Mas a “falta de amor” de que
acusam Cameron merece uma reflexão pelo que significa sobre o que é a
União Europeia hoje, precisamente quando atravessa a sua mais grave
crise existencial, na confluência de muitas crises: da dívida e da
divergência económica, aos refugiados e à segurança, passando pelo seu
lugar num mundo cada vez mais multipolar e em profunda desordem. Não
vale a pena idealizar uma União Europeia que já não existe nem, muito
menos, diabolizar um dos seus membros. A Europa foi construída, desde o
seu início, pela razão contra a barbárie (sim, a nossa maravilhosa
Europa nasceu da barbárie em solo europeu). A razão não desperta emoções
e, por isso, é difícil de amar. Mas a História europeia é um verdadeiro
cardápio sobre a forma como as emoções e os mitos nacionais
(verdadeiros ou inventados) podem matar a razão. É essa a experiência da
Europa na primeira metade do século XX, quando duas “guerras civis”

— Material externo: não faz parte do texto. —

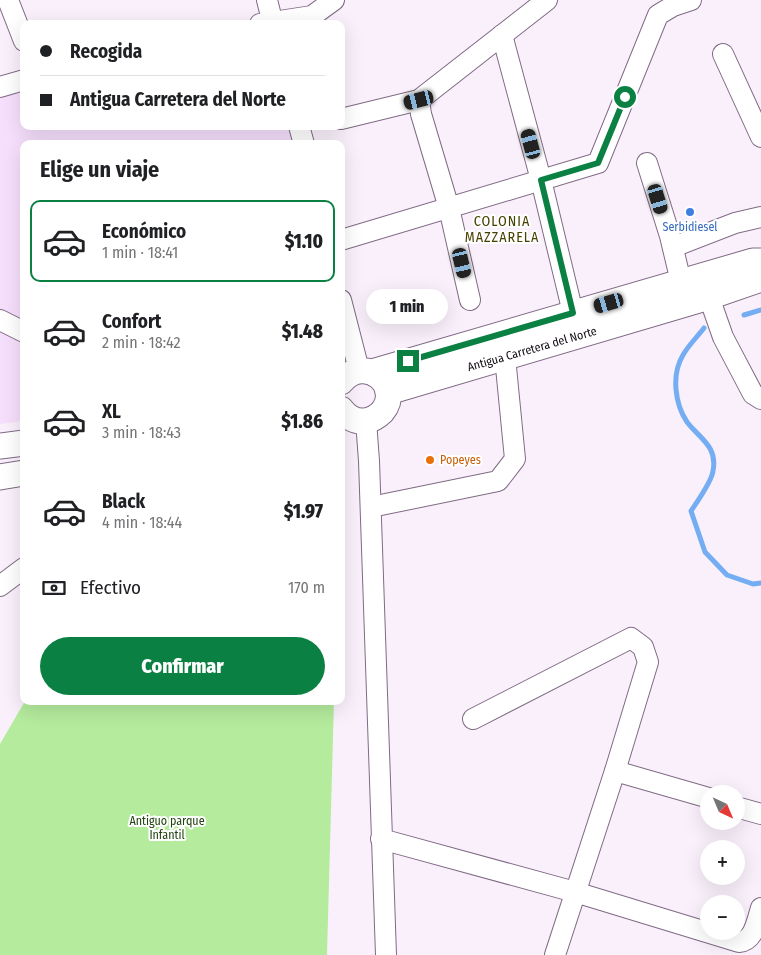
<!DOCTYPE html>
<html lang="es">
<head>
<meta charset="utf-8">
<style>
	body { margin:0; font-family:"Fira Sans Condensed",sans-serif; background:#f2f2f2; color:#202124; height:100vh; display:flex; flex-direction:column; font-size:19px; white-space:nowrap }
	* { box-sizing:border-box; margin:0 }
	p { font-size:16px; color:#757577 }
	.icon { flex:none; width:28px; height:28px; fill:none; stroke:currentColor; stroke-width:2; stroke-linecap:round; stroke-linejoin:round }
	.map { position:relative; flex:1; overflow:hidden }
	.sheet { position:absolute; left:20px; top:140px; width:325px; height:565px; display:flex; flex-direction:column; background:#fff; border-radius:10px; box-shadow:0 5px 20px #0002 }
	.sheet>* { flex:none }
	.banner { position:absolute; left:20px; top:20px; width:325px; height:110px; border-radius:10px; box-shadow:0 5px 20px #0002; display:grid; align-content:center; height:110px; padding:0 20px; background:#fff }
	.needle { width:32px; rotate:136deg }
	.controls { position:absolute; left:700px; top:785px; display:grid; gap:10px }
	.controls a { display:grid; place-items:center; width:45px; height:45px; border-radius:50%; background:#fff; box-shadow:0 5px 20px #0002; font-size:25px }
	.end { position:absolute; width:22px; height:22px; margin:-11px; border:6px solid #0b8043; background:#fff; box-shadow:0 0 0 2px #fff }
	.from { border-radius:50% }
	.bubble { position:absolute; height:35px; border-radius:18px; background:#fff; box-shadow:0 5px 20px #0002; font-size:16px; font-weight:800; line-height:35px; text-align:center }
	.car { position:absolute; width:15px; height:30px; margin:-15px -8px; border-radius:6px; box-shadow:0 0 4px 1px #0007; background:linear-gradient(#222 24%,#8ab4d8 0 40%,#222 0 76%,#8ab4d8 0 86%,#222 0) }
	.banner b { display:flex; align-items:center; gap:18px; height:48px; font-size:19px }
	.banner b+b { border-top:1px solid #e0e0e0 }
	.banner i { width:12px; height:12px; background:#202124 }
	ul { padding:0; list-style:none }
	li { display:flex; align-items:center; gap:15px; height:82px; margin:0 10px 8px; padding:0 10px; border:2px solid transparent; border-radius:10px }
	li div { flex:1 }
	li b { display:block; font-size:19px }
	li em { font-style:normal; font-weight:800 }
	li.selected { border-color:#0b8043 }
	li>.icon { width:45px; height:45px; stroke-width:1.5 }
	h2 { padding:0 20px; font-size:22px; line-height:60px }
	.pay { display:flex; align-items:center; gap:12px; height:55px; padding:0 20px; font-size:19px }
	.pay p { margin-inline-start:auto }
	.primary-button { display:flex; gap:10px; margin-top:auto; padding:10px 20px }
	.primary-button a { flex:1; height:58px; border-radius:30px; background:#0b8043; color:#fff; font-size:20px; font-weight:800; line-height:58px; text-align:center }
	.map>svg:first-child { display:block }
	.built { fill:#f6dffc }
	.green { fill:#b4eb9d }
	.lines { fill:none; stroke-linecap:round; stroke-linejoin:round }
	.stream { stroke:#75adf2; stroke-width:5 }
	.minor-casing { stroke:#806a85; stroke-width:22 }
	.major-casing { stroke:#806a85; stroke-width:27 }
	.minor { stroke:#fff; stroke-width:20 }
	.major { stroke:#fff; stroke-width:25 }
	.route { stroke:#0b8043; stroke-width:6 }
	.shop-dot { fill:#3f7fe0; stroke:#fff; stroke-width:2 }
	.food-dot { fill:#e8710a; stroke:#fff; stroke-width:2 }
	.labels { text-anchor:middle; stroke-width:4; stroke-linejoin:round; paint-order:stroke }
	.shop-label { font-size:12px; fill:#366cbe; stroke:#fff }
	.street-label { font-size:12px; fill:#150d17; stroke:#fff }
	.food-label { font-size:12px; fill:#c56008; stroke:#fff; text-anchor:start }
	.park-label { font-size:12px; fill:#21430f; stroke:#fff }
	.neighbourhood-label { font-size:14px; letter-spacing:1px; fill:#474100; stroke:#fff }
</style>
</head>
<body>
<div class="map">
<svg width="761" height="955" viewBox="0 0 761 955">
	<rect width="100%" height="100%" fill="#faf0fc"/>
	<!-- built -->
	<path class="built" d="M24,91V126H288L293,144H24V421L0,424V98Z"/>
	<!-- green -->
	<path class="green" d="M25,701H334L327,955H0V744Z"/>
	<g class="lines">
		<!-- stream -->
		<g class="stream">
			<path d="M744,315L761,310"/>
			<path d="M704,328C697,337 688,346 683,355C671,375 675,404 687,422C699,438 718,446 713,471C712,481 697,502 691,511L705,552L727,575L753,584L761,583"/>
		</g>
		<defs>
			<g id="minor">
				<path d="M8,0L24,41"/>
				<path d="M267,0L273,24"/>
				<path d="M260,24L312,16L334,0"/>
				<path d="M502,35L541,180L573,313"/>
				<path d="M723,54L761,137"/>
				<path d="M0,87L24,80"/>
				<path d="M419,100L421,114L449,208L470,300"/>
				<path d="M341,119L419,100L547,0"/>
				<path d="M299,126L304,144"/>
				<path d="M647,163L670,236L681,282"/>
				<path d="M341,240L598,163L658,15L673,6L691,0"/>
				<path d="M673,247L735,223L761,217"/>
				<path d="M709,297L723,337L753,394L761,399"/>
				<path d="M341,300L359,370"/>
				<path d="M0,320L24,332"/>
				<path d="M366,421L369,461L386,955"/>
				<path d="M371,507L498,481L515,459L505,357"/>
				<path d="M0,586L24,568"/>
				<path d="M473,719L631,638L643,647L648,662L615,771L555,955"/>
				<path d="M615,771L709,798"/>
				<path d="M736,807L761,814"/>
				<path d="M381,839L575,892L739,942C754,941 757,921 761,908"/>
			</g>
			<g id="major">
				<path d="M372,372L753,261H761"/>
				<path d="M341,382C365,353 404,386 382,412C378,416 371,420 365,421C355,422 347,417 341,409"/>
				<path d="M388,392L709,297L761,279"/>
				<path d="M0,446L24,443"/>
				<path d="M0,477L24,473"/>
			</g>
		</defs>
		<!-- minor casing -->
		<use href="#minor" class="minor-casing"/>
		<!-- major casing -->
		<use href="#major" class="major-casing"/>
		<!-- minor -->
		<use href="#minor" class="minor"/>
		<!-- major -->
		<use href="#major" class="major"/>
	</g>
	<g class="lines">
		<!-- route -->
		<path class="route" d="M408,361L573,313L541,180L598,163L625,97"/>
	</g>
	<!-- markers -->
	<circle class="shop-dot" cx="690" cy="212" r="5"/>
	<circle class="food-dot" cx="430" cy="460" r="5"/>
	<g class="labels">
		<!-- shop labels -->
		<g class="shop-label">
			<text x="690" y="231">Serbidiesel</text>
		</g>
		<!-- street labels -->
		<g class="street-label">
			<text transform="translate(532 349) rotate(-16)" y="4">Antigua Carretera del Norte</text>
		</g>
		<!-- food labels -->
		<g class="food-label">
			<text x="440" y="464">Popeyes</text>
		</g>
		<!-- park labels -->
		<g class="park-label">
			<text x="167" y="825">Antiguo parque<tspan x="167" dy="14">Infantil</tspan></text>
		</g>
		<!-- neighbourhood labels -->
		<g class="neighbourhood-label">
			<text x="502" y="226">COLONIA<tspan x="502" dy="16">MAZZARELA</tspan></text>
		</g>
	</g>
</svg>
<div class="controls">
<a><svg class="needle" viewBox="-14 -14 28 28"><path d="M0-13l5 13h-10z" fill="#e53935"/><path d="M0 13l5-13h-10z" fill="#757577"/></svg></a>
<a>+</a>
<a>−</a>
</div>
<i class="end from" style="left:625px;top:97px"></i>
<i class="end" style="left:408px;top:361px"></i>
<div class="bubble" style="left:366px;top:289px;width:82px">1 min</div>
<i class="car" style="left:419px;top:100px;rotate:256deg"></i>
<i class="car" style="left:531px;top:144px;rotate:345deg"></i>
<i class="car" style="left:658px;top:199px;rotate:163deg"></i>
<i class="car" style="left:462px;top:263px;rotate:167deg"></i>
<i class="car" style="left:609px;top:303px;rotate:254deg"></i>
<div class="banner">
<b><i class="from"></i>Recogida</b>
<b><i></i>Antigua Carretera del Norte</b>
</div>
<section class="sheet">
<h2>Elige un viaje</h2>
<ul>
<li class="selected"><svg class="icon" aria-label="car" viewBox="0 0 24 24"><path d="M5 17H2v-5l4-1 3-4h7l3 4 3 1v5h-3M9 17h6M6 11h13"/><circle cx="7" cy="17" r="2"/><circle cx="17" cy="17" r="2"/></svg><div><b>Económico</b><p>1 min · 18:41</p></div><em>$1.10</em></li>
<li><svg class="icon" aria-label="car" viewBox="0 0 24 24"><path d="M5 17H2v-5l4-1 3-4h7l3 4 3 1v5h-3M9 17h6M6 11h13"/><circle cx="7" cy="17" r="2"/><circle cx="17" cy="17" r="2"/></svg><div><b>Confort</b><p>2 min · 18:42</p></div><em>$1.48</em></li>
<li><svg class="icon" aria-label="car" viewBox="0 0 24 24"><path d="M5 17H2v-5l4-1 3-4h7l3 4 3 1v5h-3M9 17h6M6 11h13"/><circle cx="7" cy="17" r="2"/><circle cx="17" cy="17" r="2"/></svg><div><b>XL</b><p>3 min · 18:43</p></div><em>$1.86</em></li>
<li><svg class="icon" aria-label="car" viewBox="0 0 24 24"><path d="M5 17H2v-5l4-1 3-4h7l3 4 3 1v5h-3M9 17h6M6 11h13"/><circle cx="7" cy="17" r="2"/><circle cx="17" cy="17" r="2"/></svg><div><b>Black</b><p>4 min · 18:44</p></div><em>$1.97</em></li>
</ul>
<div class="pay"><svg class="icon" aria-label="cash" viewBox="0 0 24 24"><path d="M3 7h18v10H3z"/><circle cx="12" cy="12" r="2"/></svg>Efectivo<p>170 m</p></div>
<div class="primary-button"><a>Confirmar</a></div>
</section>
</div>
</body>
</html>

quase a destruíram e quando um pequeno número de visionários, de Robert
Schuman a Alcide De Gasperi passando por Jean Monnet ou Winston
Churchill, decidiu que o melhor caminho para impedir mais guerras em
solo europeu era ir contra a própria História, criando um projecto de
integração política capaz de deslegitimar o nacionalismo. Fizeram-no,
cinco anos depois do fim da II Guerra, quando as marcas da barbárie
ainda estavam demasiado vivas. Fizeram-no também pelo impulso dos
Estados Unidos. Fizeram-no a partir da mais improvável das alianças,
entre a França e a Alemanha Ocidental. Fizeram-no, finalmente, a partir
do único critério seguro para afastar a guerra, que é o critério da
democracia. A Comunidade foi a obra de uma elite europeia corajosa e
lúcida que soube colocar a razão acima da História, provando que o
determinismo pode ser vencido. A ameaça soviética ajudou a consolidar a
integração europeia e a fortalecer a aliança transatlântica. Feitas as
contas, foi um tremendo sucesso que abriu as portas à prosperidade e à
paz.
2.Quando o Muro caiu e a União Soviética implodiu, foi
preciso encontrar uma nova razão para a Comunidade Europeia. De repente,
a perspectiva de uma grande Alemanha unificada de novo no coração da
Europa fez abalar algumas convicções e recordar alguns velhos demónios.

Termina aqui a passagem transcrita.